My main rig was a z820 with dual E5-2667 and happily chugged along playing 400+ track mix sessions with lot's of plugins and automation and only in rare instances some plugin/track count combo made it strain a bit.
Last year while mixing a movie, I had to bounce some heavily plugin processed tracks or those sections would get playback errors once every 10 plays or so.
Because of friends advise I bought a M1Pro MBP to test if it was capable of helping out, and to my surprise it basically replaced the monster, and with 30%+ cpu headroom.
The clock speed on the MBP is lower and it has less cores, but the ram/bus is so much faster that sessions run perfectly at 64 sample buffer. All while running in Rosetta and while browsing the web.

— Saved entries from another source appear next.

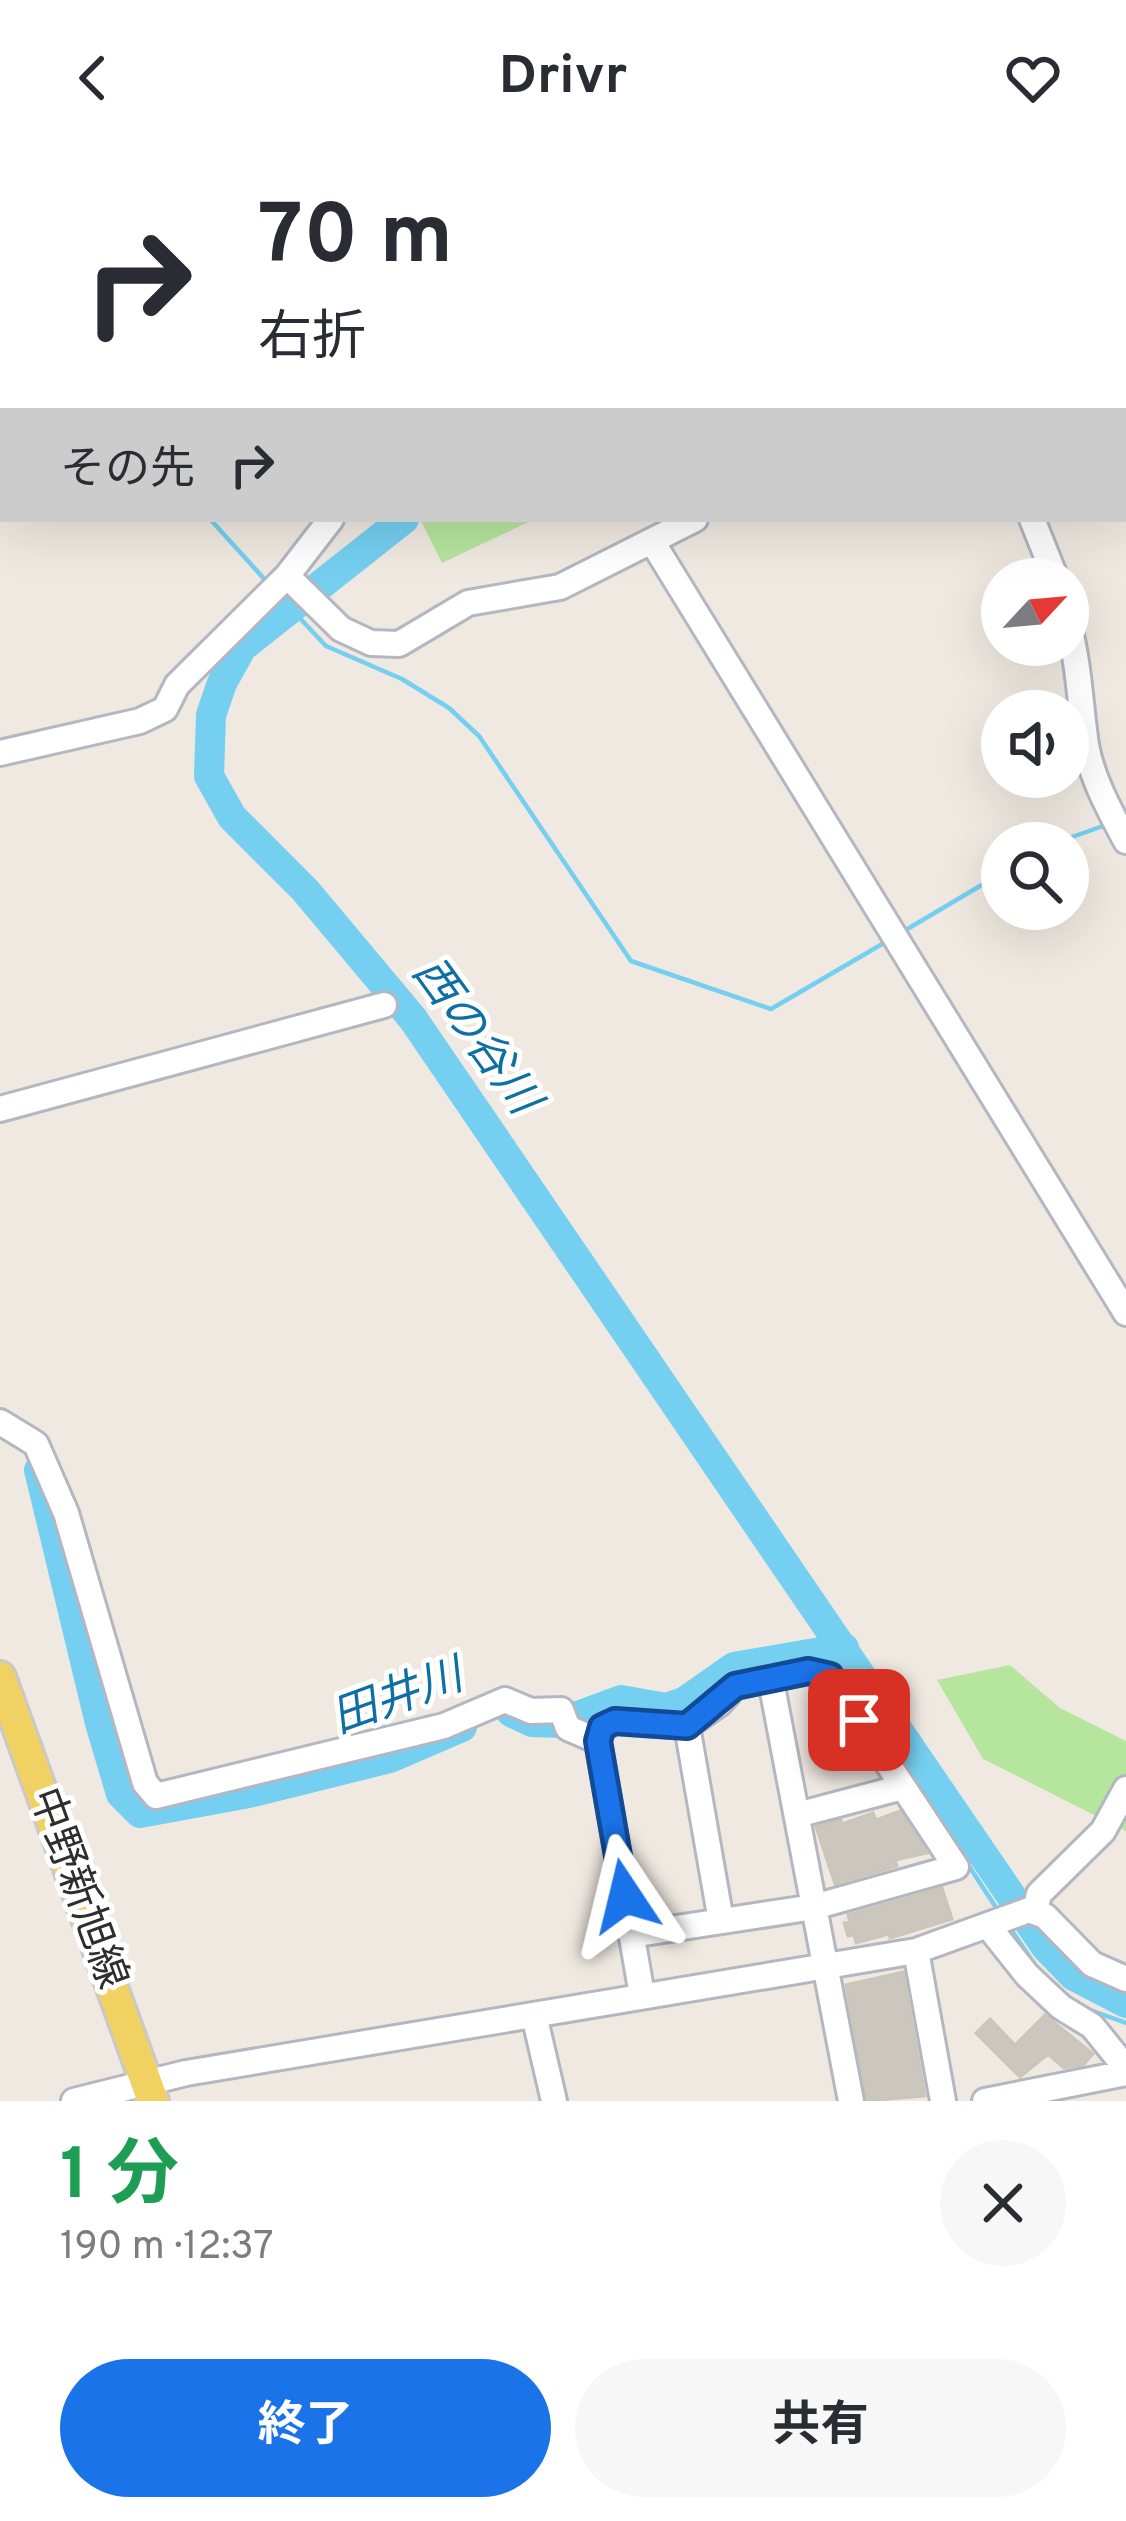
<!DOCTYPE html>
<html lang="ja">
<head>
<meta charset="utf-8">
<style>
  body { margin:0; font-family:Overpass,"Noto Sans JP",sans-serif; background:#f7f7f7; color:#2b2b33; height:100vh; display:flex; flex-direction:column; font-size:45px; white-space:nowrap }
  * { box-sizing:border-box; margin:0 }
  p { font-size:39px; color:#7c7c81 }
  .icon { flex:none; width:66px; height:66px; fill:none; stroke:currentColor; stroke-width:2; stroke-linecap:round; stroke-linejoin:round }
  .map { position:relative; height:1945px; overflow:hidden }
  .drawer { display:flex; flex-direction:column; background:#fff; flex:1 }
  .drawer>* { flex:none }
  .guide { position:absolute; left:0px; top:0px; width:1128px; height:366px; box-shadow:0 12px 48px #0002; background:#fff; color:#2b2b33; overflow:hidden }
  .needle { width:78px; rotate:64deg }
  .controls { position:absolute; left:981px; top:402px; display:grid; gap:24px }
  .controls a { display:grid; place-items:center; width:108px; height:108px; border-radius:50%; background:#fff; box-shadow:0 12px 48px #0002; font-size:60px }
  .pin { position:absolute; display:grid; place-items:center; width:102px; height:102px; color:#fff; margin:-51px; border-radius:24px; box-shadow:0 6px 18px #0006 }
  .me { position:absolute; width:132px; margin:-66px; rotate:350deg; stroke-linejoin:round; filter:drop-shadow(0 0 9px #0008) }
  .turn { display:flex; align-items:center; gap:42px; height:252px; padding:0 60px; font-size:54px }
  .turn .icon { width:156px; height:156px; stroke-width:2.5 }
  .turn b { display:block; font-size:84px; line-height:102px }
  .then { display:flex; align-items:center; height:114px; padding:0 60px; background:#0003; gap:24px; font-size:45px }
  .round { display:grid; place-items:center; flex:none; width:126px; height:126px; border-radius:63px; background:#f7f7f7 }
  .overview { display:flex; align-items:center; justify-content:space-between; height:204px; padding:0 60px }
  h1 { font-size:72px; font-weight:700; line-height:90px; color:#1e9e55 }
  .primary-button { display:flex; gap:24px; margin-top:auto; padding:24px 60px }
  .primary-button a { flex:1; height:138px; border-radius:72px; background:#1a73e8; color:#fff; font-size:48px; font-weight:700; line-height:138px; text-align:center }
  .primary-button a+a { background:#f7f7f7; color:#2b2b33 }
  header { display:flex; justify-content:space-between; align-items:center; height:156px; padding:0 60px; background:#fff; font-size:54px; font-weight:700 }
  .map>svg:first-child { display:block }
  .green { fill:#b6e59e }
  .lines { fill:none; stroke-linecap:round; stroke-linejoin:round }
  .stream { stroke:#75cff0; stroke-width:4.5 }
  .river { stroke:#75cff0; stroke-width:30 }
  .building { fill:#cbc7bf; stroke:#cbc5ba; stroke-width:3 }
  .minor-casing { stroke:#b4b7c1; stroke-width:30 }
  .major-casing { stroke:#c9c9c9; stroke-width:36 }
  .minor { stroke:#fff; stroke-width:24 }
  .major { stroke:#f2d163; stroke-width:30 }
  .route-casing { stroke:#114b97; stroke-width:30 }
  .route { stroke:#1a73e8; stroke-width:21 }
  .labels { text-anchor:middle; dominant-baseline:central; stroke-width:10; stroke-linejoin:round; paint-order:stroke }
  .street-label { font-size:42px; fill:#2e2e2e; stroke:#fff }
  .water-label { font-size:45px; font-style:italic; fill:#0d6fa3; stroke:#fff }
</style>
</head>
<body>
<header><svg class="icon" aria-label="back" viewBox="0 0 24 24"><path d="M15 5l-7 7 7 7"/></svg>Drivr<svg class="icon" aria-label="heart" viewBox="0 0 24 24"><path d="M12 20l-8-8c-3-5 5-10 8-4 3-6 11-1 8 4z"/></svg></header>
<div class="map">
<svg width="1126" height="1945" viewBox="0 0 1126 1945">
  <rect width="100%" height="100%" fill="#efe9e1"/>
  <path class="green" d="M420 363H535L442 407Z
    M1010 1509 1060 1552 1126 1585V1675L983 1603 937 1524Z"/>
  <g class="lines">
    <path class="stream" d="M139 0V3
      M210 363 267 426
      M278 439 326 490 402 523 449 552 479 580 631 805 771 853 889 784
      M1055 687 1106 669
      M904 775 1002 717
      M825 1495 835 1510
      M965 1704 995 1750
      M1010 1772 1037 1812
      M1087 1853 1126 1867"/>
    <path class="river" d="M895 3 897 0
      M404 363 242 491 222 527 211 559 209 620 232 661 305 734 413 863 1046 1791 1074 1820 1126 1847
      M39 1314 100 1567 121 1638 140 1657 249 1637 390 1602 462 1571
      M511 1556 532 1566 559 1567 621 1544 666 1552 684 1546 734 1511 844 1492"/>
  </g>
  <path class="building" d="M900 1655 927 1697 895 1704 897 1710 835 1728 816 1671 841 1664 842 1668 873 1657 876 1664Z
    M942 1732 952 1763 890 1782 889 1778 856 1787 854 1779 848 1780 844 1767 850 1766 848 1759Z
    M903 1816 925 1940 867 1945 846 1829Z
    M1045 1859 1093 1898 1083 1909 1064 1912 1048 1898 1020 1921 976 1877 990 1863 1015 1889Z"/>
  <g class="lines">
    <defs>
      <path id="minor" d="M308 0V3
        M1032 363 1056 423
        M653 387 1126 1157
        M287 420 341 473 371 487 399 488 468 447 560 431 695 363
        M1068 467C1079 508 1080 547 1086 589 1092 623 1110 655 1126 685
        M0 597 140 565 165 553 177 529 287 420 331 363
        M0 953 384 849
        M0 1266 36 1288 66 1357 145 1627 156 1640 444 1570 505 1544 531 1555 561 1554 568 1572 598 1585
        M771 1525 851 1945
        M687 1570 721 1765
        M797 1659 903 1631
        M1035 1755 1039 1738 1103 1675 1126 1633
        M988 1770 1027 1819 1061 1851 1092 1870 1126 1912
        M631 1779 814 1751 956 1711 830 1520 808 1515 735 1530 719 1548 687 1570 615 1565 602 1571 598 1585 642 1839
        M916 1795 943 1945
        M534 1859 554 1945
        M74 1945 186 1917 916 1795 1029 1754 1045 1760 1092 1808 1126 1823
        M985 1945 1126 1917"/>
      <path id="major" d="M0 1521 153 1945"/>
    </defs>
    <use href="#minor" class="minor-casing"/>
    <use href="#major" class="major-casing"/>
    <use href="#minor" class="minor"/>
    <use href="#major" class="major"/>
  </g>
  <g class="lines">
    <defs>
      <path id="route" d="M625 1740 598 1585 602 1571 615 1565 687 1570 735 1530 808 1515 830 1520 859 1564"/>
    </defs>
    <use href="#route" class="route-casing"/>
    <use href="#route" class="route"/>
  </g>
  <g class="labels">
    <g class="street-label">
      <text transform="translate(76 1733) rotate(70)">中野新旭線</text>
    </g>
    <g class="water-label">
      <text transform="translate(474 881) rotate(54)">西の谷川</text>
      <text transform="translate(398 1543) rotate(-20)">田井川</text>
    </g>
  </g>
</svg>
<div class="controls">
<a><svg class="needle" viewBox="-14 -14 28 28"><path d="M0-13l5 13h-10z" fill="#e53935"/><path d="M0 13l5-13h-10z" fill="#7c7c81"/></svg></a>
<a><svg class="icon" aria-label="sound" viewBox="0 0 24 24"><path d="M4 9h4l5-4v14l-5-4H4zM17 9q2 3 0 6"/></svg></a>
<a><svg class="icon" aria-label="search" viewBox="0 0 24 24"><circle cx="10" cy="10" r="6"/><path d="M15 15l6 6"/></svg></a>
</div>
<div class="pin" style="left:859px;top:1564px;background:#d93025"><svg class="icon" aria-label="arrive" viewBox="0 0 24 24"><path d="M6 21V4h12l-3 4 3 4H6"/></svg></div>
<svg class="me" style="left:625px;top:1740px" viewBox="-20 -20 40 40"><path d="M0-17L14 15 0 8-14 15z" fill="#1a73e8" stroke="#fff" stroke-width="4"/></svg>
<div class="guide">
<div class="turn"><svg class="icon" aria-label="right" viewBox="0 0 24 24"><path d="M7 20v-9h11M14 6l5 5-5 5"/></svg><div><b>70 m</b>右折</div></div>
<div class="then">その先<svg class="icon" aria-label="right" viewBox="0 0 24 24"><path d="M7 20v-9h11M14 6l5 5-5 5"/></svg></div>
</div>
</div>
<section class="drawer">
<div class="overview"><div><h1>1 分</h1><p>190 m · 12:37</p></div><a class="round"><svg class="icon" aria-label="close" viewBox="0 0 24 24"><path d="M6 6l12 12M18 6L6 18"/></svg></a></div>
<div class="primary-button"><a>終了</a><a>共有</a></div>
</section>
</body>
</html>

So long story short, it may be that other factors are at play, os simply that the session or DAW needs vary from person to person.

That is exactly the issue with dual Xeons compared to single socket consumer Intel. Dual Xeons have so much inter core and then inter socket latencies, that's why a single socket consumer Intel CPU with a very short ringbus will outperform it in real world tasks that require low latency such as audio.

The M1 has much better single core performance; the clock speed means nothing when comparing different architectures. I am talking about comparing frequency on Intel Haswell to Sky (Coffee) Lake wich have very similar IPC.